Like I said, it really depends on what you are doing in the gym. From a general health standpoint, you shouldn't be putting more weight on the bar than you can reliably move around without injuring yourself. So if you are deadlifting and the weight is too heavy for you to reliably lift and then put back down (reliably doesn't mean dropping) then you aren't really doing a safe lift to begin with. The negative part of the deadlift continues working all the same muscle groups that were used to lift it, so it isn't good for hitting max numbers in the slightest. But if you can pick it up and put it down without dropping, you are effectively doubling the work you get from a single lift, and the secondary/support muscles get more attention. I know most people aren't dropping from their hips, and usually it's from the break point of the knee. And I've definitely dropped a few in my day, usually from overestimating how much I had left in the tank. I just feel from a general strength and health standpoint that you get more out of a complete up/down lift than simply going up for numbers.
Again though, I'm most definitely not advocating that people holding shitloads of weight up should try and play with it once they got it up. If you can't get it down gently, you still need to eventually get it down hah. But it definitely falls into my spectrum of unnecessary for healthy lifting for non-competitors. I feel the same about using straps, to be honest. If you are lifting for strength, then you should only pick up what you can hold on to. If you are lifting for numbers, then strap away. Otherwise you should improve your grip strength and increase reps instead of weight, until you can reliably hold onto heavier amounts. I do sets of 8 at 325, as I'm a little dude and not trying to power lift in the slightest.
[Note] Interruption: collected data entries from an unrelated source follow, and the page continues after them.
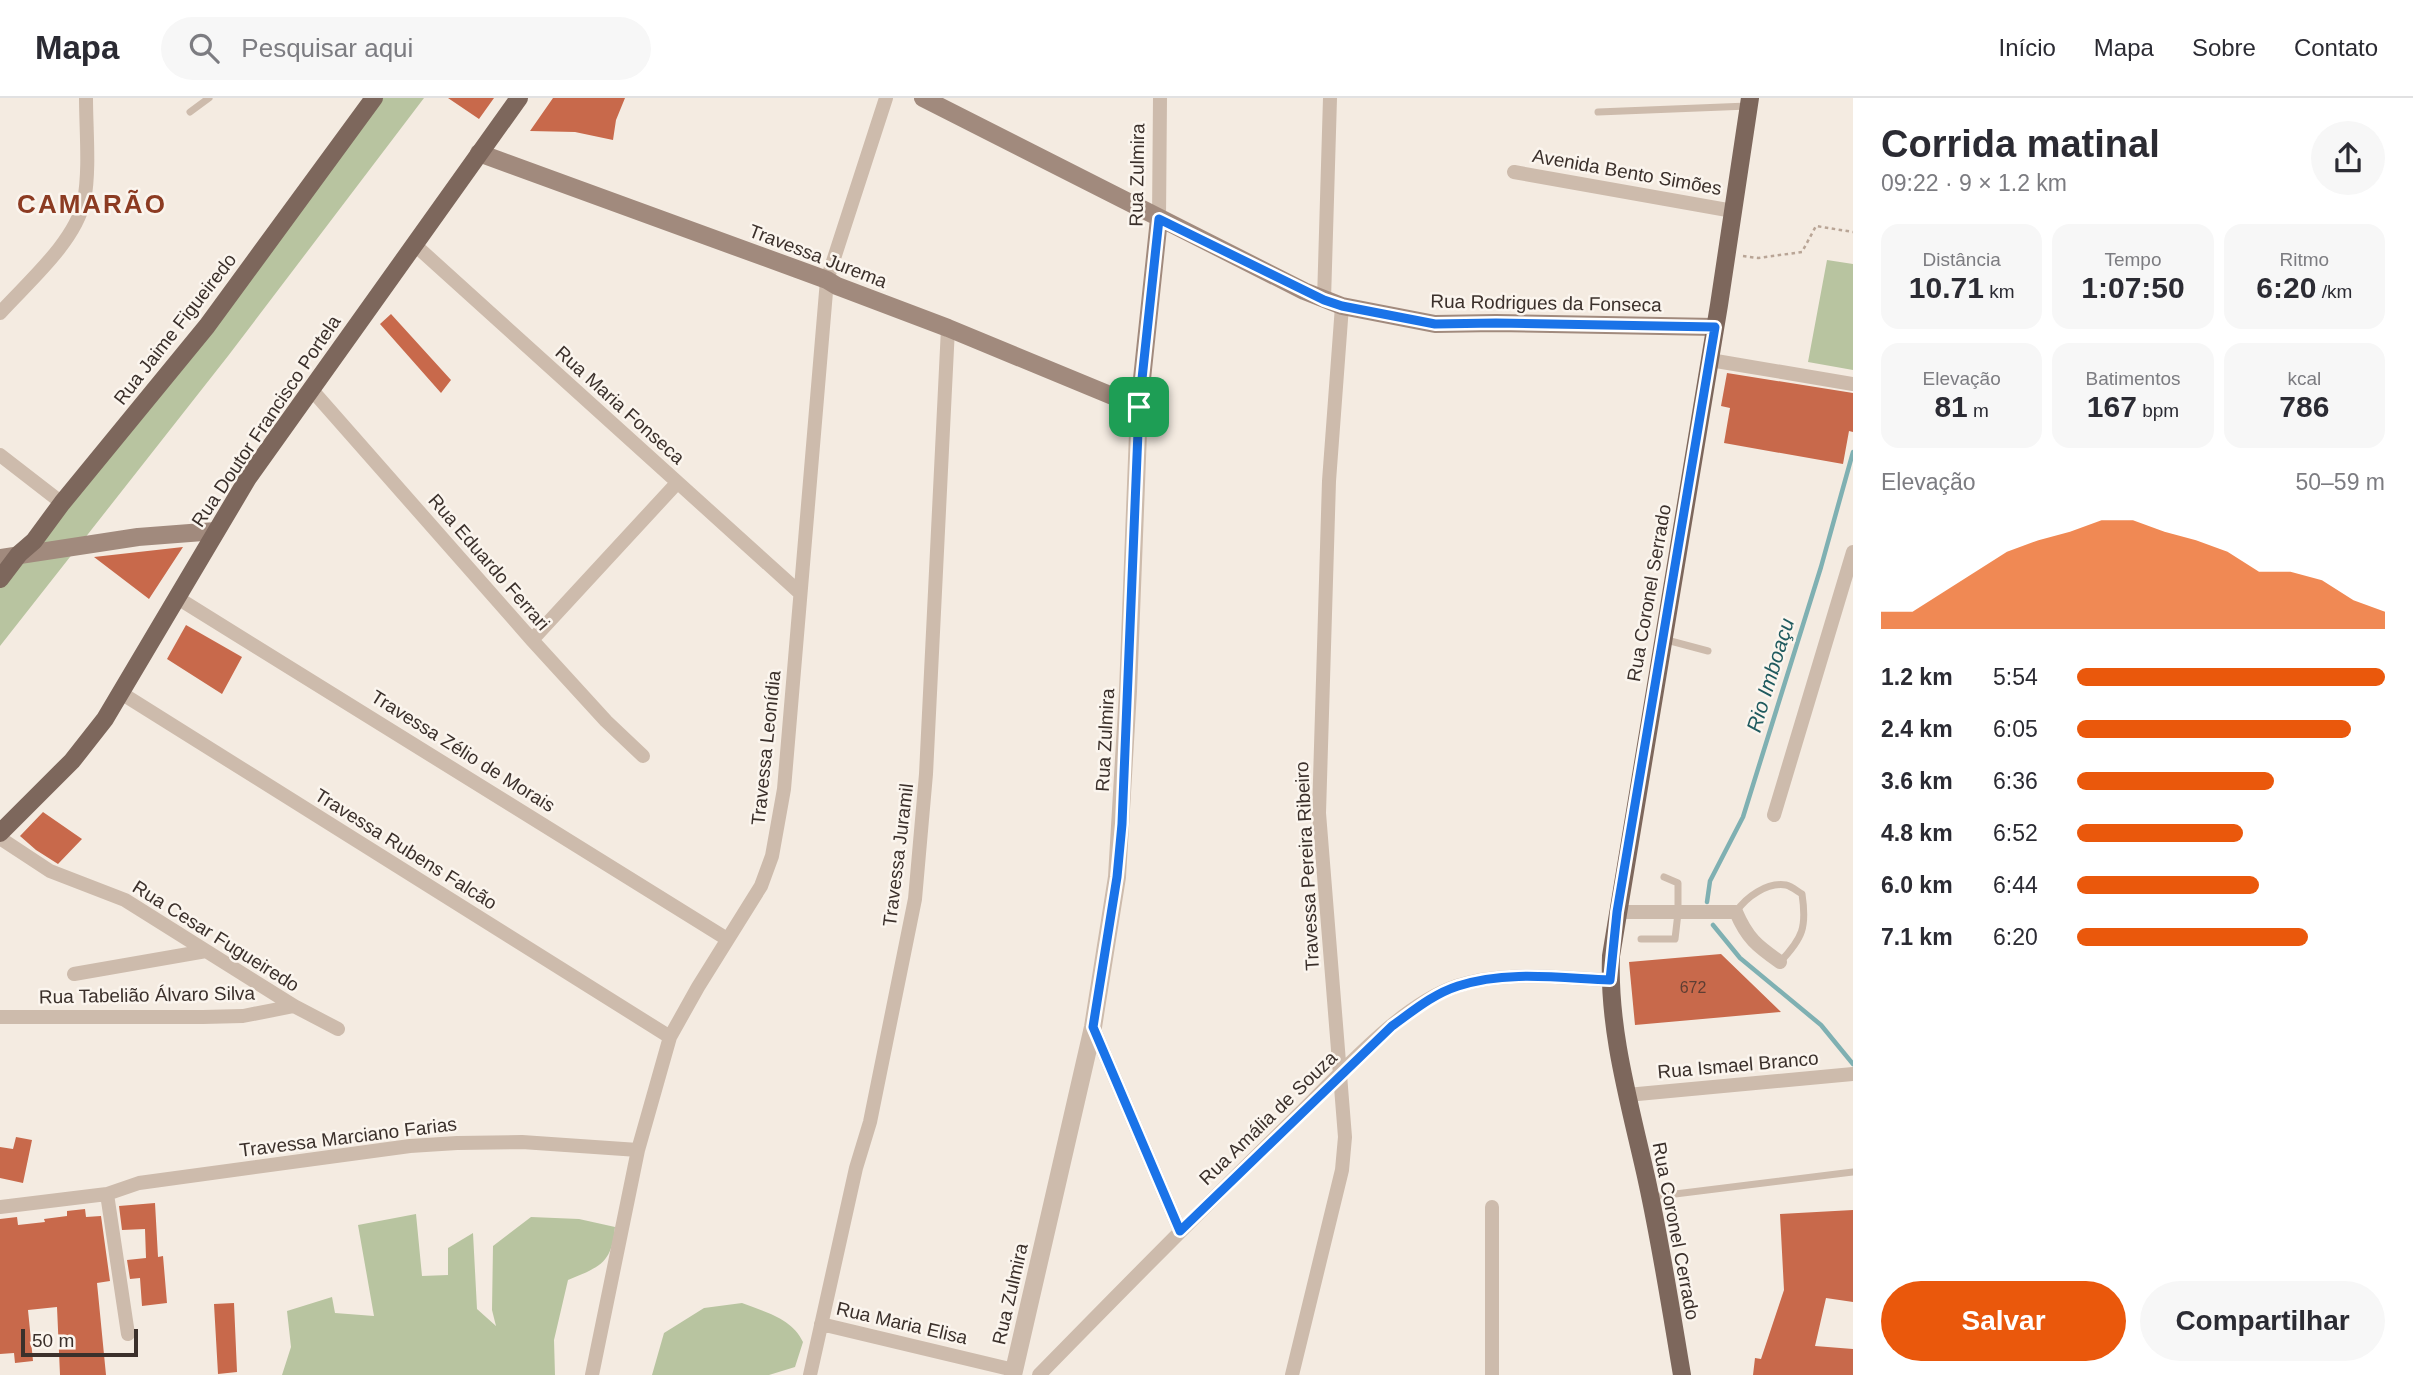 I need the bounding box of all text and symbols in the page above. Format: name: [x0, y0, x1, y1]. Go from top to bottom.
search box: [161, 17, 651, 80]
text: Mapa: [35, 29, 119, 66]
icon: search: [185, 29, 223, 67]
text: Pesquisar aqui: [241, 33, 413, 63]
text: Início: [1998, 34, 2056, 61]
text: Mapa: [2094, 34, 2154, 61]
text: Sobre: [2192, 34, 2256, 61]
text: Contato: [2294, 34, 2378, 61]
button: share: [2311, 121, 2385, 195]
street label: Rua Zulmira: [1126, 123, 1148, 227]
text: Corrida matinal: [1881, 123, 2160, 165]
street label: Avenida Bento Simões: [1531, 145, 1723, 199]
text: 09:22 · 9 × 1.2 km: [1881, 170, 2067, 196]
district label: CAMARÃO: [17, 189, 167, 219]
street label: Travessa Jurema: [746, 220, 890, 292]
street label: Rua Jaime Figueiredo: [110, 249, 240, 409]
text: Distância: [1923, 249, 2001, 270]
text: Tempo: [2104, 249, 2162, 270]
text: Ritmo: [2280, 249, 2329, 270]
text: 10.71: [1909, 271, 1984, 304]
text: 1:07:50: [2081, 271, 2185, 304]
text: 6:20: [2256, 271, 2316, 304]
text: km: [1984, 281, 2015, 302]
text: /km: [2316, 281, 2352, 302]
street label: Rua Rodrigues da Fonseca: [1430, 290, 1662, 316]
street label: Rua Doutor Francisco Portela: [187, 311, 345, 531]
street label: Rua Maria Fonseca: [551, 342, 689, 469]
text: Elevação: [1923, 368, 2001, 389]
text: Batimentos: [2085, 368, 2181, 389]
text: kcal: [2287, 368, 2321, 389]
pin: [1109, 377, 1169, 437]
icon: arrive: [1120, 388, 1158, 426]
text: 81: [1934, 390, 1968, 423]
text: 167: [2087, 390, 2137, 423]
text: 786: [2279, 390, 2329, 423]
text: m: [1968, 400, 1989, 421]
text: bpm: [2137, 400, 2179, 421]
text: Elevação: [1881, 469, 1976, 495]
text: 50–59 m: [2295, 469, 2385, 495]
street label: Rua Eduardo Ferrari: [424, 490, 554, 634]
street label: Rua Coronel Serrado: [1623, 503, 1675, 683]
water label: Rio Imboaçu: [1742, 615, 1798, 735]
text: 1.2 km: [1881, 664, 1953, 690]
text: 5:54: [1993, 664, 2038, 690]
street label: Travessa Leonídia: [747, 669, 785, 826]
street label: Travessa Zélio de Morais: [367, 686, 559, 816]
street label: Rua Zulmira: [1092, 687, 1118, 792]
text: 2.4 km: [1881, 716, 1953, 742]
text: 6:05: [1993, 716, 2038, 742]
street label: Travessa Pereira Ribeiro: [1291, 761, 1323, 971]
text: 3.6 km: [1881, 768, 1953, 794]
text: 6:36: [1993, 768, 2038, 794]
street label: Travessa Juramil: [879, 782, 917, 928]
street label: Travessa Rubens Falcão: [311, 784, 501, 914]
text: 4.8 km: [1881, 820, 1953, 846]
text: 6:52: [1993, 820, 2038, 846]
text: 6.0 km: [1881, 872, 1953, 898]
text: 6:44: [1993, 872, 2038, 898]
street label: Rua Cesar Fugueiredo: [129, 876, 303, 996]
text: 7.1 km: [1881, 924, 1953, 950]
text: 6:20: [1993, 924, 2038, 950]
house number: 672: [1680, 979, 1706, 996]
street label: Rua Tabelião Álvaro Silva: [39, 983, 256, 1007]
street label: Rua Amália de Souza: [1195, 1047, 1341, 1189]
street label: Rua Ismael Branco: [1657, 1047, 1819, 1083]
street label: Travessa Marciano Farias: [238, 1113, 458, 1161]
street label: Rua Coronel Cerrado: [1648, 1140, 1704, 1322]
street label: Rua Zulmira: [988, 1241, 1032, 1347]
button: Salvar: [1881, 1281, 2126, 1361]
button: Compartilhar: [2140, 1281, 2385, 1361]
street label: Rua Maria Elisa: [834, 1298, 970, 1348]
scale bar: [21, 1326, 138, 1358]
text: 50 m: [32, 1330, 74, 1351]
Eidal: honestly, once you get to 250+ lbs, it is hard to set it down quietly no matter how big you are. The plates will start rattling regardless, even if you have bumpers on. But making the entire lift one complete smooth motion means that you are less likely to injure yourself since the muscles going up and going down are all getting work. It's more of specific lifting mentality than a hard fact. My opinion is that if you have to drop the weight, you weren't lifting something you could reliably control. Going for max weight by definition is lifting something you can't reliably control hah.